Our View: Land that we love
June 30, 2006
Terrorists with a bloodlust to sacrifice themselves in exchange for killing innocent people live among us. Families so overburdened by the oil and gasoline industry are canceling summer trips.
And, a world away, our brave sons and daughters are dying in an increasingly unpopular war.
America, as these examples attest, is not without its problems.
But, no matter how serious these issues are, the day is drawing near for our countrymen to develop a short-term memory and forget these troubles, if only for a day.
America celebrates its 230th birthday on Tuesday.
Now, more than ever, it is necessary that we shuck aside our fears and worries and mark this day with a celebration of what America is, what it has achieved and what it stands for.
Though she has flaws, Lady Liberty still stands as a shining example of what democracy and the determination of a few dedicated souls can accomplish.

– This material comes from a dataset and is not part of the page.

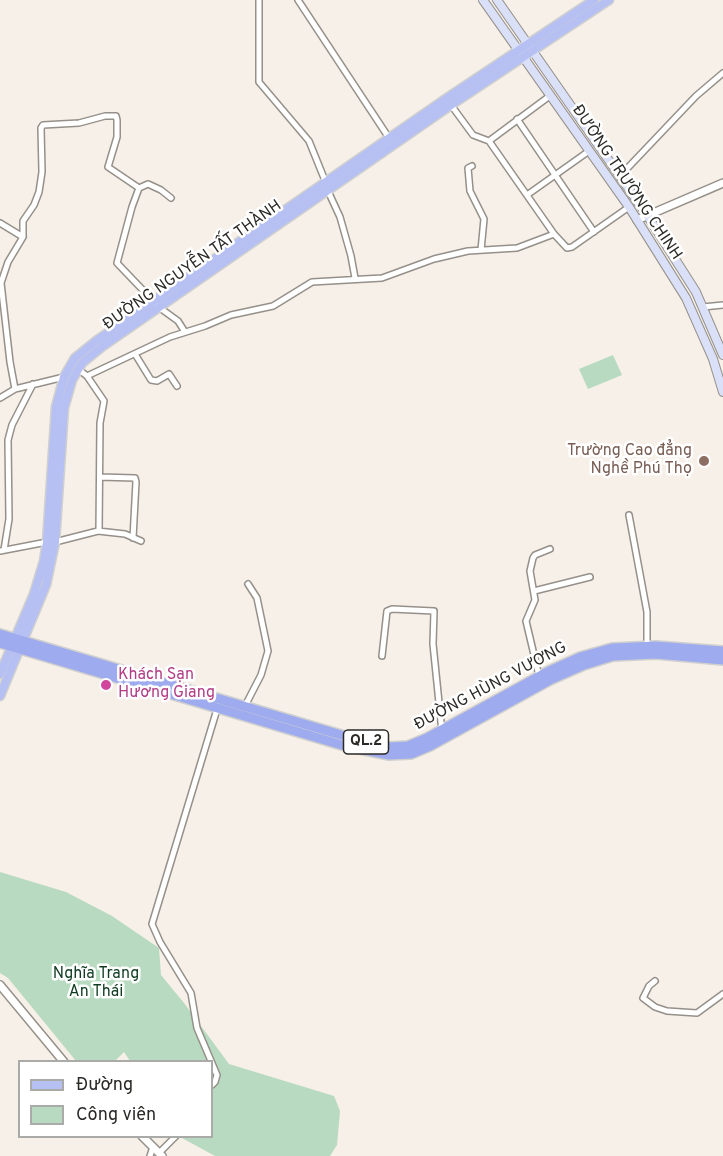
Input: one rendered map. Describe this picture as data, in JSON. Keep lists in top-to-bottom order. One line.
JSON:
{"streets":{"highway":["ĐƯỜNG HÙNG VƯƠNG","QL.2"],"main road":["ĐƯỜNG TRƯỜNG CHINH","ĐƯỜNG NGUYỄN TẤT THÀNH"]},"crossings":[["ĐƯỜNG TRƯỜNG CHINH","ĐƯỜNG NGUYỄN TẤT THÀNH"],["ĐƯỜNG NGUYỄN TẤT THÀNH","ĐƯỜNG HÙNG VƯƠNG"]],"parks":["Nghĩa Trang An Thái"],"places":["Trường Cao đẳng Nghề Phú Thọ","Khách Sạn Hương Giang"],"legend":["Đường","Công viên"]}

Against all odds our nation was born. And, like a premature child, we have struggled to survive.
However, routinely have we shown the ability to not only persevere, but thrive. We have shown that freedom is the only blueprint for sustaining success.

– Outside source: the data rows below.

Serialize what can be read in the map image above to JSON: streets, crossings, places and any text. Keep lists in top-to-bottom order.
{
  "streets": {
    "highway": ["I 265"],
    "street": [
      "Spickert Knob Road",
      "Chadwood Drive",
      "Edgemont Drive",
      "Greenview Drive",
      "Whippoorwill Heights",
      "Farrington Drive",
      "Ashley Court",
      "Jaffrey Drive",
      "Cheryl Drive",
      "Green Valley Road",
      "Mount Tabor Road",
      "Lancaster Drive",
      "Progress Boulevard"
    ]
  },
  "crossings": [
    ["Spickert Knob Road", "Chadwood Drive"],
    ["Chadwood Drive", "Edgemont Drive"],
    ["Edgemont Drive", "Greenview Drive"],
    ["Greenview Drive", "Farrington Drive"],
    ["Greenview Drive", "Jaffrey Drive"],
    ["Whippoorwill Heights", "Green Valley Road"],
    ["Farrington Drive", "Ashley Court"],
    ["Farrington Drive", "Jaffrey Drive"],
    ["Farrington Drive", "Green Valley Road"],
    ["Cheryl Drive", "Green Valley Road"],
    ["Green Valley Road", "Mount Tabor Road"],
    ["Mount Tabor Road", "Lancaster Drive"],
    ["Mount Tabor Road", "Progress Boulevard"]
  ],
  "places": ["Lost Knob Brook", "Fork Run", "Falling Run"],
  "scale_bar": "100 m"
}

In today’s society, it’s easy to be misled in believing that we’re a nation divided.
We are catalogued, categorized and defined by race, class, sex and religion, to name but a few. But, overlooked by this blue-state, red-state, liberal-conservative culture is that we share a fundamental desire to see-through what’s best for our country.
We want our children, friends and family to be safe. We want them educated. We want to give the next generation a better opportunity than we had.
At its root, these desires seem easy. They’re not. It takes work and sacrifice. It takes being the target of strangers who want to kill us for what we have. It takes stomaching the opinions of others who hold views polar opposite from ours.
And, in the most extreme situations, it takes crisis to awaken us from our slumber and remind us of an important lesson: that despite all our differences and beliefs, much more unites us than divides us.
This Fourth of July, take time to remember that.
Let the holiday mean more than a paid vacation. Take time to embrace the reality that you live in a country such as ours. Take time to be grateful that you have advantages that millions of people around the globe would give anything for.
Have a good time on Tuesday. Shake the hand of your neighbor. Hug your family. And, wear your citizenship proudly, like a badge of honor.
We’re Americans. What could be better?